Security is as critical as trade in the next stage of Brexit talks
After the adversarial rhetoric of the last few months, the agreement on Friday for a Christmas ceasefire between the UK and the EU is to be welcomed.
Brexit talks are finally going to move beyond the basic mechanics of the exit agreement.
It is the first stage in the healing process: even Donald Tusk and Jean-Claude Juncker now accept that the UK is leaving the EU. The ultimate pragmatism of both sides in drafting the document makes that self-evident. It is time to move on.
However, while this progress might help to calm business nerves in the UK, and may quieten the bellicose language from both Remainers and Brexiteers for the time being, this is only the beginning.

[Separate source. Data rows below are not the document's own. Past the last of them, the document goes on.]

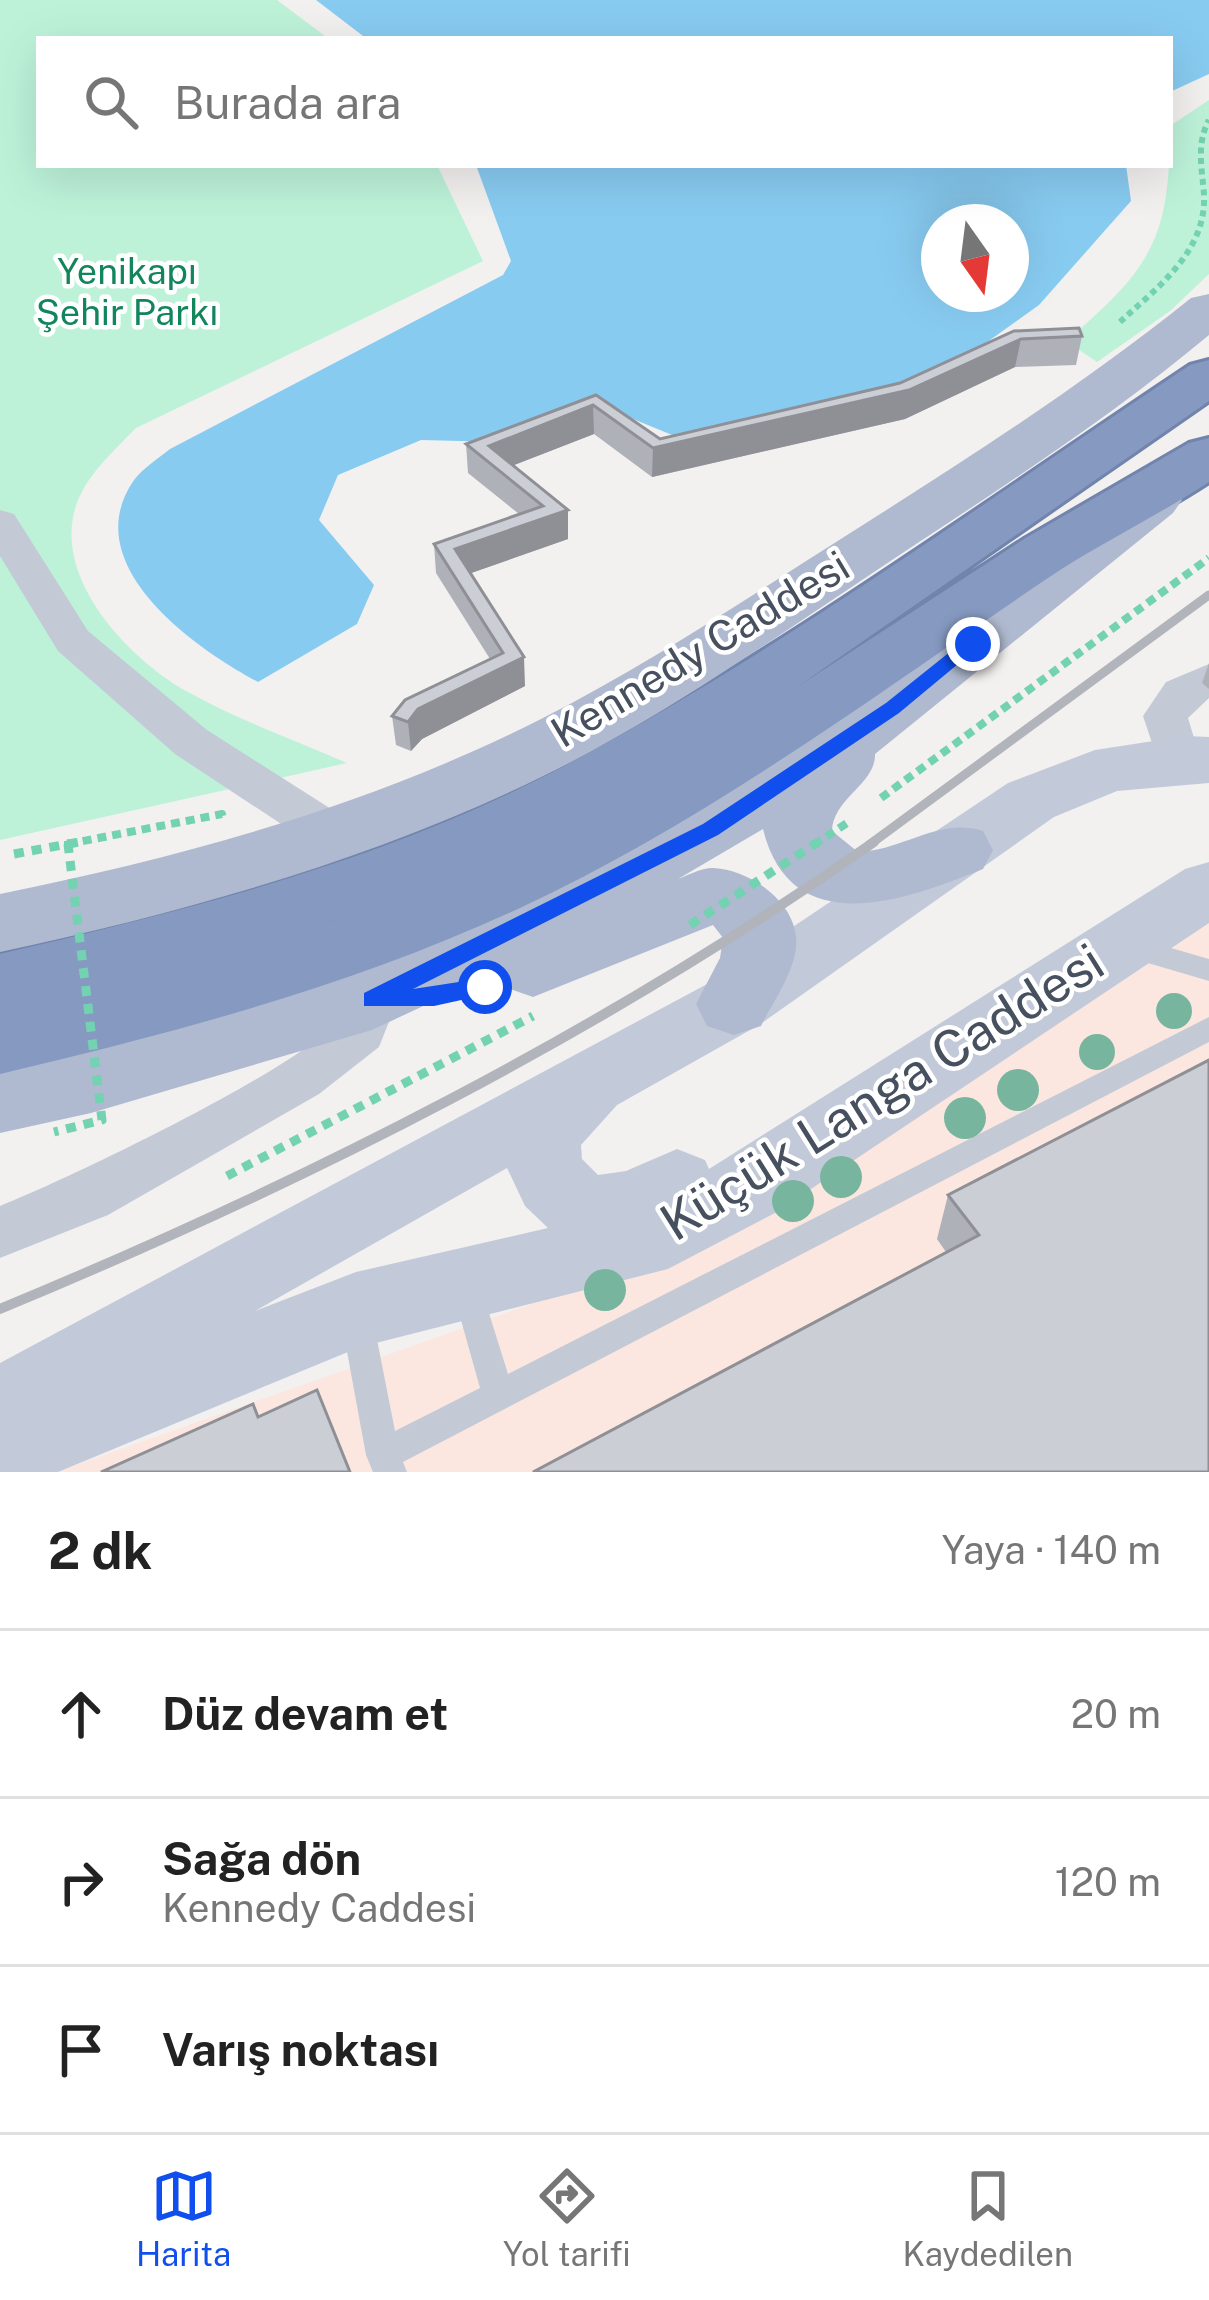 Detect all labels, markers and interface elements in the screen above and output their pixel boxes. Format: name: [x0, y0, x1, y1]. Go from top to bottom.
search box: [36, 36, 1173, 168]
icon: search: [78, 69, 144, 135]
text: Burada ara: [174, 76, 401, 129]
north arrow: [921, 204, 1029, 312]
park label: Yenikapı Şehir Parkı: [36, 250, 218, 333]
street label: Kennedy Caddesi: [542, 540, 857, 757]
route end: [946, 617, 1000, 671]
street label: Küçük Langa Caddesi: [650, 931, 1114, 1252]
route start: [458, 960, 512, 1014]
text: 2 dk: [48, 1521, 152, 1580]
text: Yaya · 140 m: [942, 1527, 1161, 1573]
icon: ahead: [48, 1681, 114, 1747]
text: Düz devam et: [162, 1687, 448, 1740]
text: 20 m: [1071, 1691, 1161, 1737]
text: Sağa dön: [162, 1832, 361, 1885]
icon: right: [48, 1849, 114, 1915]
text: 120 m: [1055, 1859, 1161, 1905]
text: Kennedy Caddesi: [162, 1885, 476, 1931]
icon: arrive: [48, 2017, 114, 2083]
text: Varış noktası: [162, 2023, 439, 2076]
tab: Harita: [136, 2163, 231, 2273]
tab: Yol tarifi: [503, 2163, 631, 2273]
tab: Kaydedilen: [902, 2163, 1073, 2273]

The assumption now is that the EU and the UK can move on to trade talks. This is misleading. The next step is actually about our future relationship with the EU, and this is much bigger than trade.
Trade is being used, on both sides, as a coercive tool for exerting power and strategic influence over the negotiations. In a meeting of French, German and UK politicians, academics and businesses leaders a few weeks ago, someone asked, “why are we all suddenly so interested in trade? It used to be in the backwaters of economics and politics and now it is the only thing we think about.”
The reason is simple: trade is being weaponised.
Trade is weaponised literally, through the increased component of dual-use goods – that is, products and technology that can be used both for civilian and military purposes – in the structure of goods trade in the G20 economies. It is weaponised figuratively, through the belligerent language that has accompanied negotiations around Brexit and, of course, by President Donald Trump and his social media approaches to Germany’s or China’s trade surplus.
Across the world, trade has become strategic – in foreign policy as well as in economic terms.
In the context of where we go next in the second phase of negotiations with the EU, acknowledging this is key.
For example, the UK’s trade with the EU is dominated by a few familiar sectors: aerospace, automotives, pharmaceuticals, electrical equipment, oil and gas, machinery, and components and precision equipment.
The top 15 trade flows (imports and exports) by sector are in these areas. They account for over 60 per cent of the UK’s goods trade with the EU and have a very high dual-use goods component within them.
In other words, the UK and EU’s trade helps not just the respective economies, but also their security and defence systems.
Maybe this explains why Theresa May was so keen to stress the link between trade and security from the outset in her Article 50 speech at Lancaster House last January. Some 30 per cent of the UK’s trade with the world is in dual-use goods. This is the highest of any of the G20 countries, including the US.
As such a large proportion of this is with the EU, it is very hard to understate the importance of these sectoral supply chains from both an economic and a political perspective.
We should not assume that trade should be the only thing to discuss during the next phase of negotiations. Trade, security and defence, and even counter-terrorism are all interwoven with one another.
If the language remains as weaponised as it has been – that is, if we see “enemies across the table” and try to use trade power as a route to influence – the UK is bound to lose what remains of its soft, and potentially even its hard, power.
Supply chains are as delicate as they are strategically important. They create jobs, growth and innovation, but they also help our security and defence. It is time to recalibrate the balance between politics and economics in trade.